• ABOUT THIS TASK:
Beneath this task is a listing. Count its lines that contain "Summarize" and answer with the number only.

• RAW DATA:
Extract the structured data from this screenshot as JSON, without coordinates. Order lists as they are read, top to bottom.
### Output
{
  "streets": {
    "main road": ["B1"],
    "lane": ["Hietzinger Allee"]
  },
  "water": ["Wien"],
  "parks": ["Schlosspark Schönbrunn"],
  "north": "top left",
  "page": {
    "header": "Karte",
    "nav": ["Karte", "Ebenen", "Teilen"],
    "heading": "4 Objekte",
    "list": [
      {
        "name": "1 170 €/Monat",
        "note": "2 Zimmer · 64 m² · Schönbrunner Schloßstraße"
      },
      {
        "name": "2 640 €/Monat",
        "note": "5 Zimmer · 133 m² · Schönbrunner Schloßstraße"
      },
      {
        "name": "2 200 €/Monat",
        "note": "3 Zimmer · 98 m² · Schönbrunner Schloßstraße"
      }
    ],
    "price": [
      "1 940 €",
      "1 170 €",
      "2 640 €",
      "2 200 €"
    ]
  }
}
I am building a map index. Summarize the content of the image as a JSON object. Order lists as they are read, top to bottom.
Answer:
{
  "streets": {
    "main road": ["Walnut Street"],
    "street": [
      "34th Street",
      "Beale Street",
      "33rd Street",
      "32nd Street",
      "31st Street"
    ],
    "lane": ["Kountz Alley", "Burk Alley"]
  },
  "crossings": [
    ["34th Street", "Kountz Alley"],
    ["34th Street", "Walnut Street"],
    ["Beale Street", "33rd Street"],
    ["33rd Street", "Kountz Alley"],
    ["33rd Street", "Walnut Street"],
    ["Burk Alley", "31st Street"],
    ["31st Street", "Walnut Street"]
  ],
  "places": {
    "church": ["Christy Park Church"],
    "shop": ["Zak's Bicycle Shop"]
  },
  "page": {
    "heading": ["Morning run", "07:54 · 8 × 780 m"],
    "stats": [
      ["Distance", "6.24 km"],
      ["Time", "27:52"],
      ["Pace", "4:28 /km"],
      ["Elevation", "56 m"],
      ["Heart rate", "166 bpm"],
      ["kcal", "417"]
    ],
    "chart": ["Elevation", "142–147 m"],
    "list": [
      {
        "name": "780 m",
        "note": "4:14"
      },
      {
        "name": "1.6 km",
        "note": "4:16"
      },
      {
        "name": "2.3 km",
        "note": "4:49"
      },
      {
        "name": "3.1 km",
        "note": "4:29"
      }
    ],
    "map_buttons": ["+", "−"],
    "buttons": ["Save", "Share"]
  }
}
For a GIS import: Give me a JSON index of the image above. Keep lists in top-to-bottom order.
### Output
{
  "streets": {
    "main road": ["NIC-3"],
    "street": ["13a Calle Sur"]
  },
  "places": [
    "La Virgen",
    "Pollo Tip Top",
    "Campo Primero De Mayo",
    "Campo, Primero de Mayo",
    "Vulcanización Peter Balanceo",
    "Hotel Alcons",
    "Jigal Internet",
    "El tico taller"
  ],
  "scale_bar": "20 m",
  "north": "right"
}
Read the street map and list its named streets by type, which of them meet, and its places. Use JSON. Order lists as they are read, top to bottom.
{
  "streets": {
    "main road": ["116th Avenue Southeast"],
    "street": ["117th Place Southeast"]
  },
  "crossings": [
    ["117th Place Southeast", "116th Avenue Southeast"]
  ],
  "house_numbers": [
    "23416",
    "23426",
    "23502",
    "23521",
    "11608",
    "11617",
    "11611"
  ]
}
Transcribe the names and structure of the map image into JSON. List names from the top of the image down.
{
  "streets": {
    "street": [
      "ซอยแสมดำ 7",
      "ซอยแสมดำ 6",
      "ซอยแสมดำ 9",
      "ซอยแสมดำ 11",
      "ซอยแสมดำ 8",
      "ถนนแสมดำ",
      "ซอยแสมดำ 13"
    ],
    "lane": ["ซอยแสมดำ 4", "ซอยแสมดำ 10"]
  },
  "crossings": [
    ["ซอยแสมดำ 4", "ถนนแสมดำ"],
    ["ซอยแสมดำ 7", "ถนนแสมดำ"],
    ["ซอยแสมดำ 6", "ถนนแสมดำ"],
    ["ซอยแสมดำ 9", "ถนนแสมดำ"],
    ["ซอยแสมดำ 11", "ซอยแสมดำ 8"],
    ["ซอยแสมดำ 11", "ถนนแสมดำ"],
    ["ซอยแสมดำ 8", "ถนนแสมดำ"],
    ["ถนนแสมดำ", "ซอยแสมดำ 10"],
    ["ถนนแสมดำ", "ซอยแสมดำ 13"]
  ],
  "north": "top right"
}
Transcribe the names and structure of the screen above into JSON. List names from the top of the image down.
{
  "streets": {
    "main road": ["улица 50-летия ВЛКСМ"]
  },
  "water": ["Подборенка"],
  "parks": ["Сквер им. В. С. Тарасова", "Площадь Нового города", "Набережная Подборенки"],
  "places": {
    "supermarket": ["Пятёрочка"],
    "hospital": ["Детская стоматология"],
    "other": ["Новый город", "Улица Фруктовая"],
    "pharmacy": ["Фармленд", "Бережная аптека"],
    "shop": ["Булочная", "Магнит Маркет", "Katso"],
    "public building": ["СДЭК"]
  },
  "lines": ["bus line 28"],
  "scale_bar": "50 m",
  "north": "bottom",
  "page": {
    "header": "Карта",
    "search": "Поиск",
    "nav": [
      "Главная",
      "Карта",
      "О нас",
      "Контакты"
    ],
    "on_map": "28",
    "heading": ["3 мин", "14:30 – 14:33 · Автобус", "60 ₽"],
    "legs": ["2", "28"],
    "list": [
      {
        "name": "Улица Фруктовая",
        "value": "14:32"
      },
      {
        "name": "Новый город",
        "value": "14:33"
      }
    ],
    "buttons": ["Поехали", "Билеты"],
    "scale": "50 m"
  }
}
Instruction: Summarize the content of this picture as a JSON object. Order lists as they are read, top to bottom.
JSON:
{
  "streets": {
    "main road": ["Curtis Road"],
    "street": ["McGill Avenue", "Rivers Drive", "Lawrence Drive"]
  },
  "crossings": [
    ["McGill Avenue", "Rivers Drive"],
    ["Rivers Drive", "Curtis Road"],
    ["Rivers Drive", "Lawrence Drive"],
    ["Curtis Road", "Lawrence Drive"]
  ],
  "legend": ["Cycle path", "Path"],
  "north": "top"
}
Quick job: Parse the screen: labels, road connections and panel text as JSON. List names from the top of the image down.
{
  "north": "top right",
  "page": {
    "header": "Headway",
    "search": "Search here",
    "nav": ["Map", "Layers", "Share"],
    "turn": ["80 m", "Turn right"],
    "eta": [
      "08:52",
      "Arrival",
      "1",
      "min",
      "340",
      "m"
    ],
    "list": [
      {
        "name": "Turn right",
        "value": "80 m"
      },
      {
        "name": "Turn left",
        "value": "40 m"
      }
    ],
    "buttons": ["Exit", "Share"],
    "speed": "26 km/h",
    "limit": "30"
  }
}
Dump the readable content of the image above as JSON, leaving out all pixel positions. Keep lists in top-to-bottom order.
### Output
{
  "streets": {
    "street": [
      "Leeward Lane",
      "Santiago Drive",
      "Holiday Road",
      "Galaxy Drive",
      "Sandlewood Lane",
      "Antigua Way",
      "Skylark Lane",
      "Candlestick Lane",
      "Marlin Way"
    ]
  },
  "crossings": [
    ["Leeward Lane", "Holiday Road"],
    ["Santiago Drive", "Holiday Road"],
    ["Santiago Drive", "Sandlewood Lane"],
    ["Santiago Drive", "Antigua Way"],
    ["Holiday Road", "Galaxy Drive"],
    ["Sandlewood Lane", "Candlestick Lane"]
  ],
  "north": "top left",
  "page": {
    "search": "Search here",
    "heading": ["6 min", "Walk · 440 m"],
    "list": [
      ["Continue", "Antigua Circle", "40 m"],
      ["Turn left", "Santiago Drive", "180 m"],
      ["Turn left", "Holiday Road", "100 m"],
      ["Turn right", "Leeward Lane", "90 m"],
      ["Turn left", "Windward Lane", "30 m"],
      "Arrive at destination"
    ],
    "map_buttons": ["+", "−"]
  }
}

• EXERCISE SOLUTION:
2